Westfront PC (or simply, “WFPC”) is not meant to be a traditional text
adventure game. It was inspired by a host of adventure games, from
Zork to The Pawn to online MUDs and even some Graphical Adventure
games. It is an odd mixture to say the least. But the truth of the
matter is this: Westfront PC is half adventure  game, half an inside
joke and the rest eccentrically fun nonsense.
The game itself has 1,728 “rooms” spread across four different
continents. But the fun of the game is not so much exploring the rooms
as it is discovering new items and solving the various puzzles and
quests around the game.
Strange events such as a “mysterious voice” that bellows odd phrases
to the now infamous “Inspector Funkydog” spice up the gameplay. The
pleasant use of color in the text allows for easier reading and better
sense making.
Gameplay is straight forward: Solve 25 quests and defeat Salin’s Evil
Army. Sounds easy, right? Along the way, make new friends (Faldor,
Wolf, Warrior, Zombie, Barbarian and Leopard) and discover new worlds
(Burton Mansion, Hambley Abbey) in your quest to restore order to the
mythical land of Guilder.
I coded Westfront PC on the Commodore 64 in 1994, which isn’t saying
much, other than that I tried to limit myself to the capabilities of
the system. Soon after that, I ported the game over to the IBM
PC-compatible line of microcomputers. And the rest, as they say, is
history.
I am currently working on a whole new text adventure in the more
traditional lineage, similar to Zork and Castle Adventure. My goal
isn’t to surpass Westfront PC…it is to create a whole new adventure
game with different worlds to explore and much better room
descriptions. If I receive even one positive feedback, I believe I
will have succeeded in my goal of publishing an adventure game others
find enjoyable.
Thank you for listening. 🙂 Have a nice day!
You read right: 1,728 locations, in a genre that most examples limit to under 75 distinct locations.  He claimed it would take months to truly play his games. I believe him.
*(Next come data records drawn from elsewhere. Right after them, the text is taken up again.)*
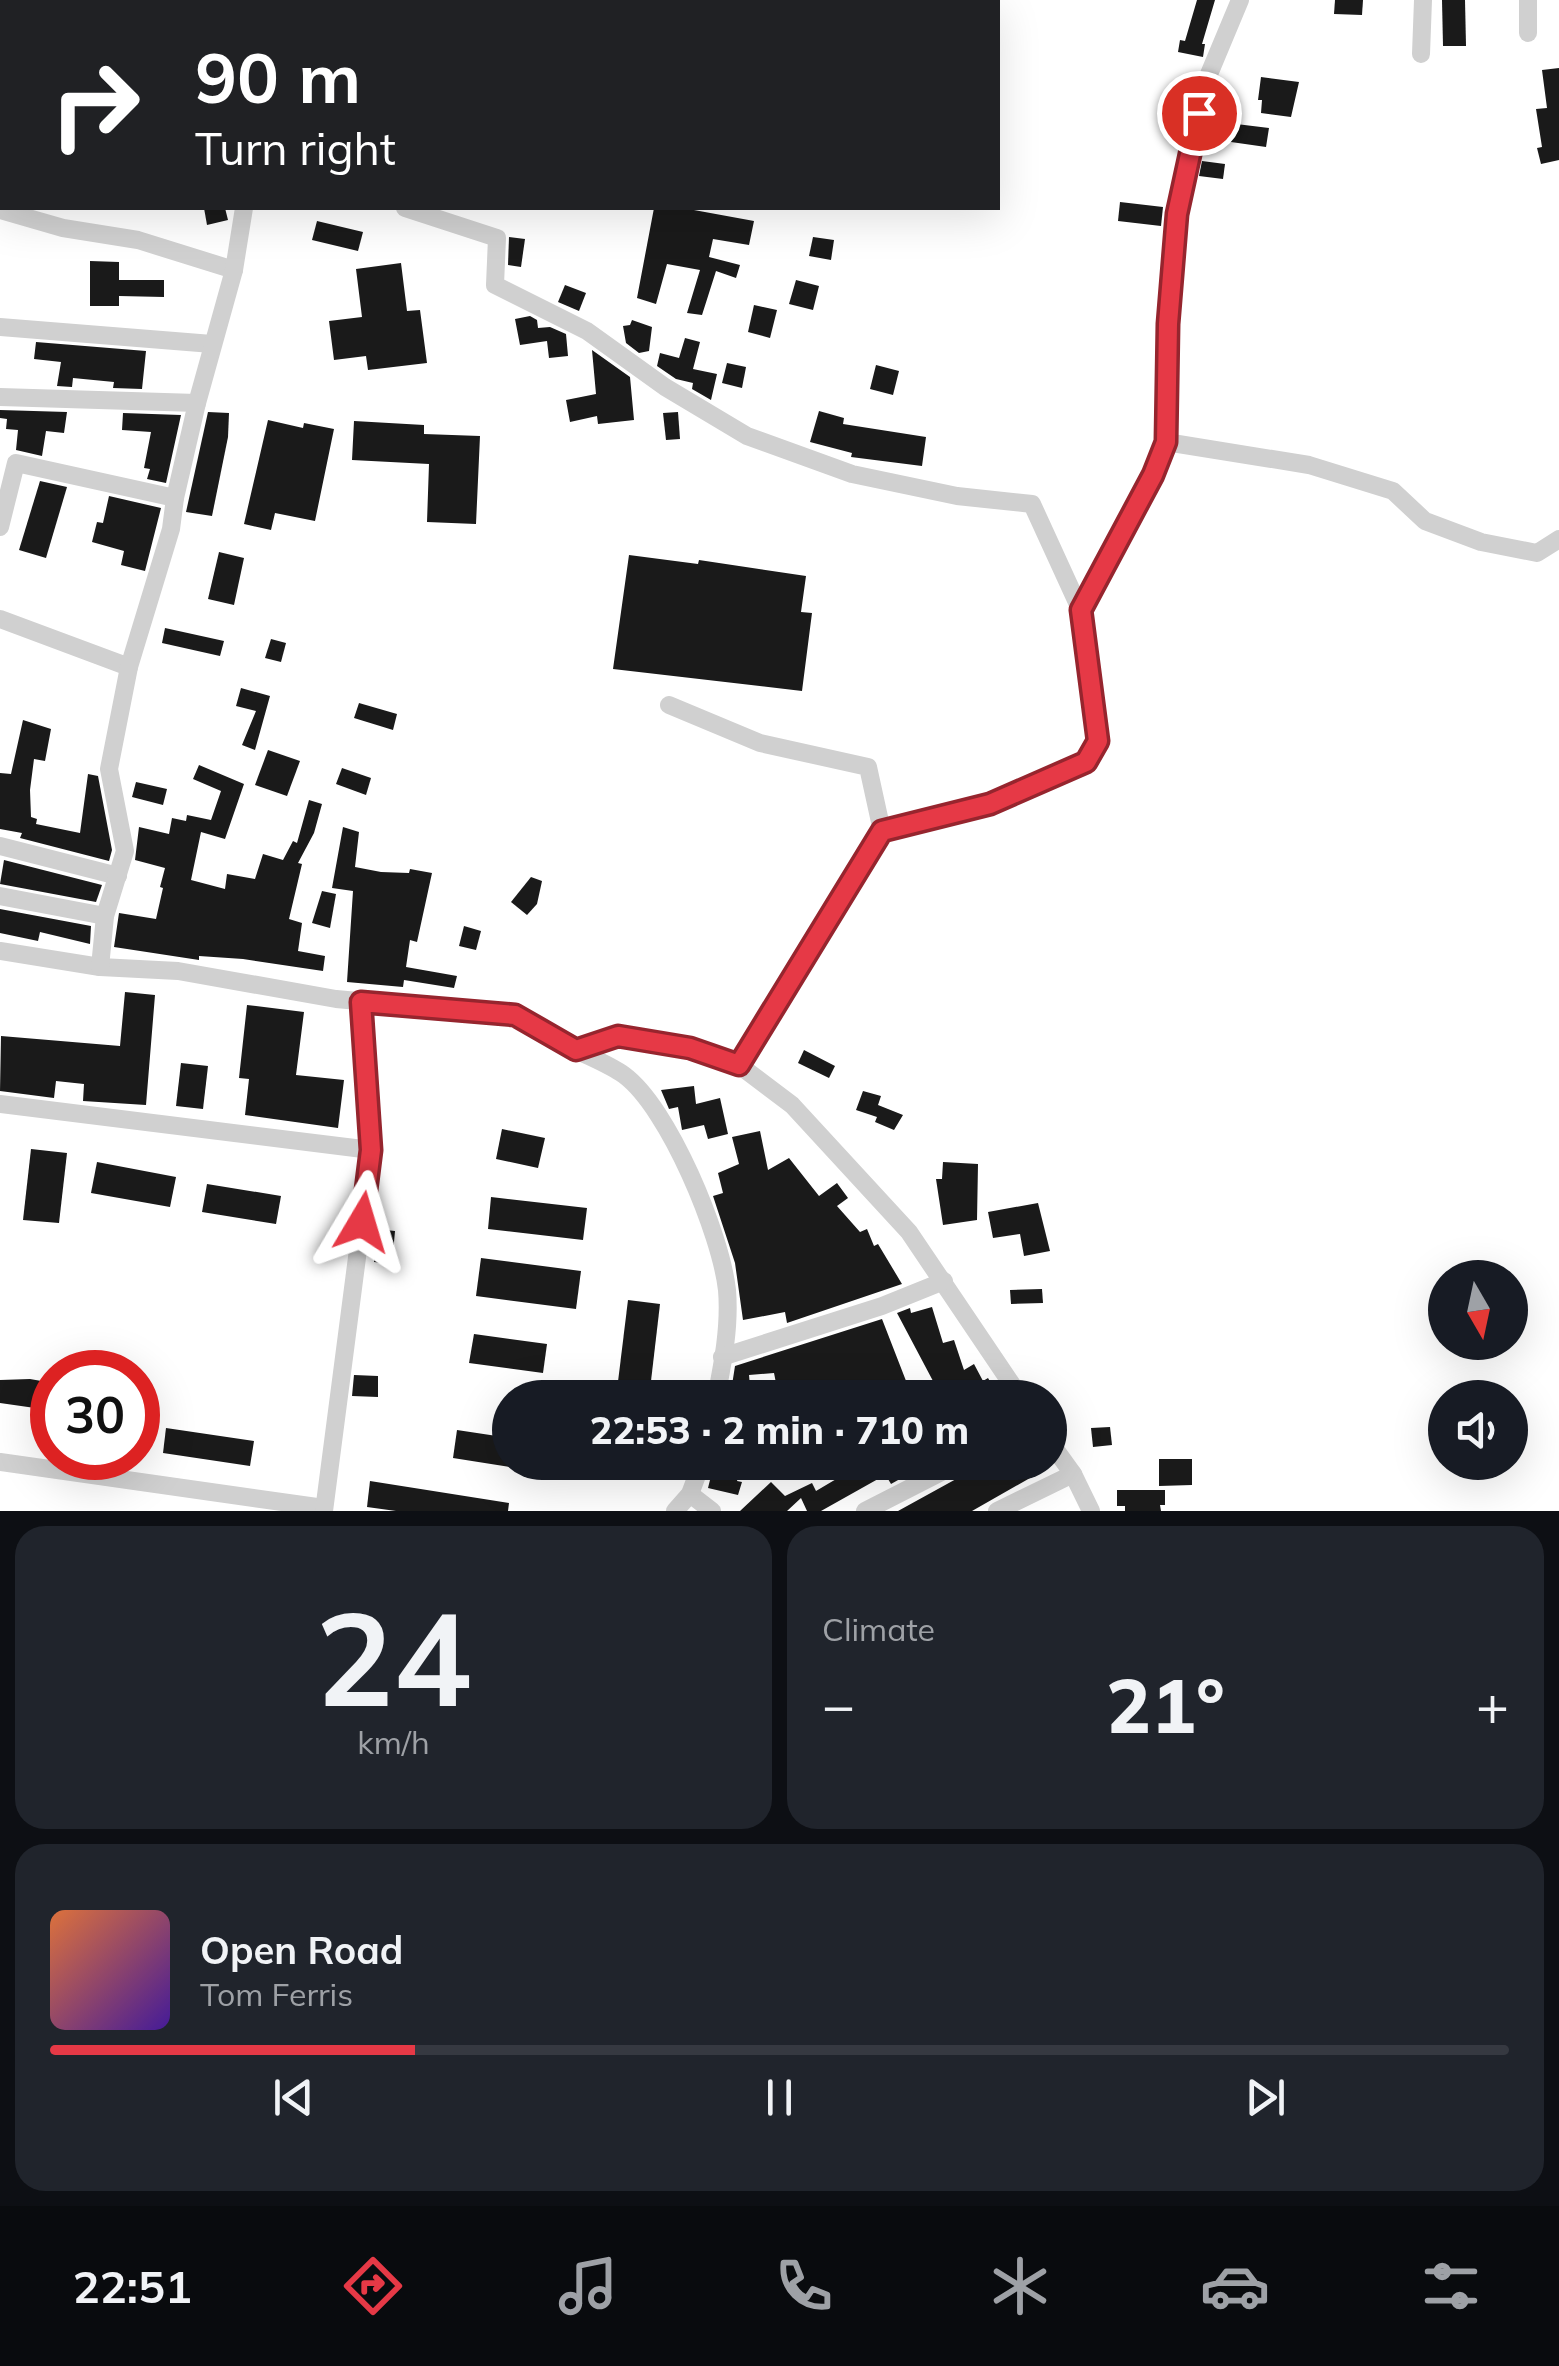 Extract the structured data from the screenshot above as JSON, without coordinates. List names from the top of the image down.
{
  "north": "bottom",
  "page": {
    "turn": ["90 m", "Turn right"],
    "limit": "30",
    "trip": "22:53 · 2 min · 710 m",
    "tile": [
      ["24", "km/h"],
      "Climate"
    ],
    "heat": ["−", "21°", "+"],
    "song": ["Open Road", "Tom Ferris"],
    "tabs": "22:51"
  }
} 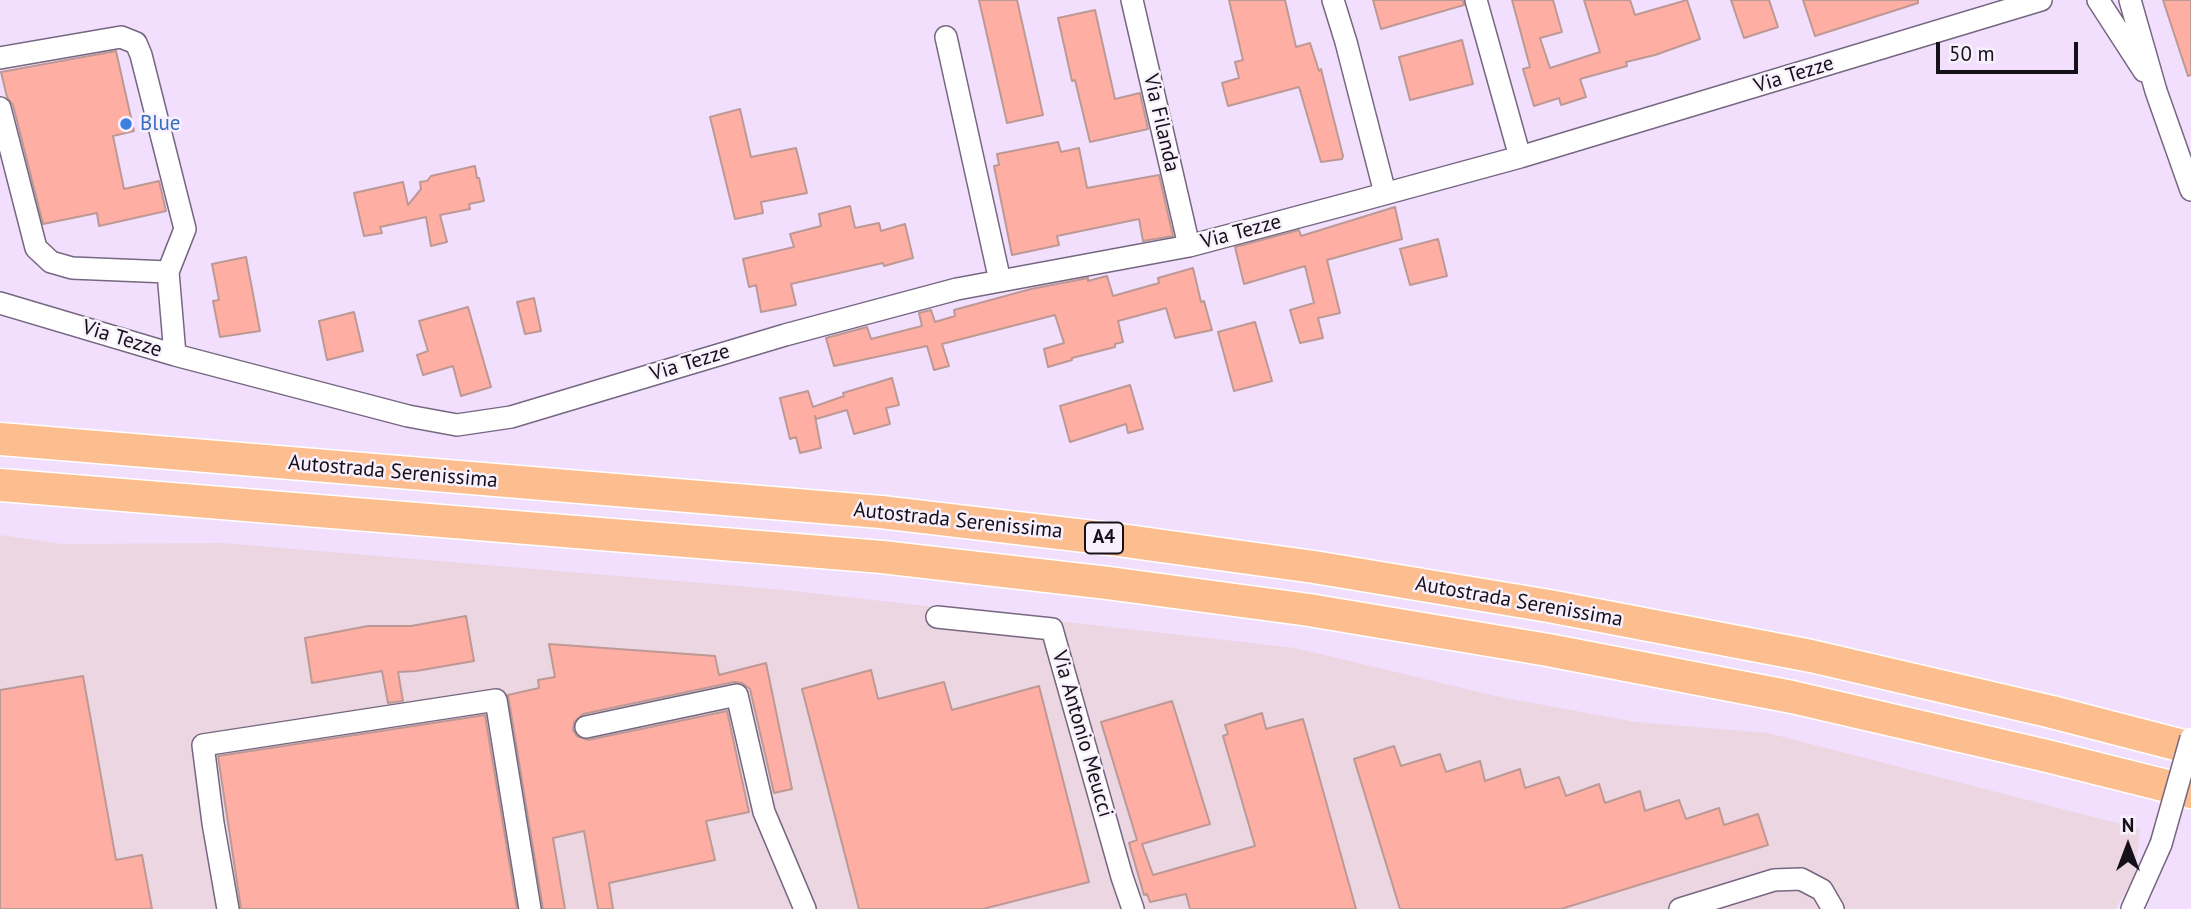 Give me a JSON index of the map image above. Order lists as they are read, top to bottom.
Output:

Like a lot of smaller groups, the modern interactive fiction community has certain mores and beliefs that permeate, and are unspoken until someone violates them. Paul apparently violated them a lot – one was that his games could be easily solved, leaving 90 percent of the rooms untouched, and all his little side-quests and efforts unseen. This would cause a low rating, when it was more that he obviously saw these as small worlds that could allow for all sorts of outlooks. Another issue was self-promotion, especially incessant self-promotion; not appreciated on the message boards, and Paul did it constantly. When he made (often minor) revisions to games and then re-issued them, this earned ire as well. He was, really, steeped in ire in this community. But he kept coming back.

I’ve been pretty scattershot, so far, in describing this person. And the reason for that was that he wasn’t really a person for me, just a collection of hatred by others, essays about various subjects, and a bunch of games, which I didn’t have time to really play through and understand. And, on top of it, someone who, when I took the time to try and interview, just didn’t end up happening. This missed interview situation happened with a bunch of people, but in his case, it felt more like he had just hidden away when I got too “real” and close, and then started mailing me again after I was many safe miles away. But I’ll never know, will I?

I hope others chime in to talk about him, because there’s a lot of his writing online and the interactive fiction forums, normally prone to the occasional flamewar, would go crazy in things regarding Panks. The complaints seemed to be that he constantly posted notifications of his game, re-release old games as if they were new, and take on all comers in all directions. Rarely does a game of his rate more than a 1 out of 5 from this group of interactive fiction enthusiasts. He holds almost no allies online that I can find, save the person going “Well, his game was OK” who doesn’t defend him as much as saying that the games were playable, which is more than you can say for some entries in the field.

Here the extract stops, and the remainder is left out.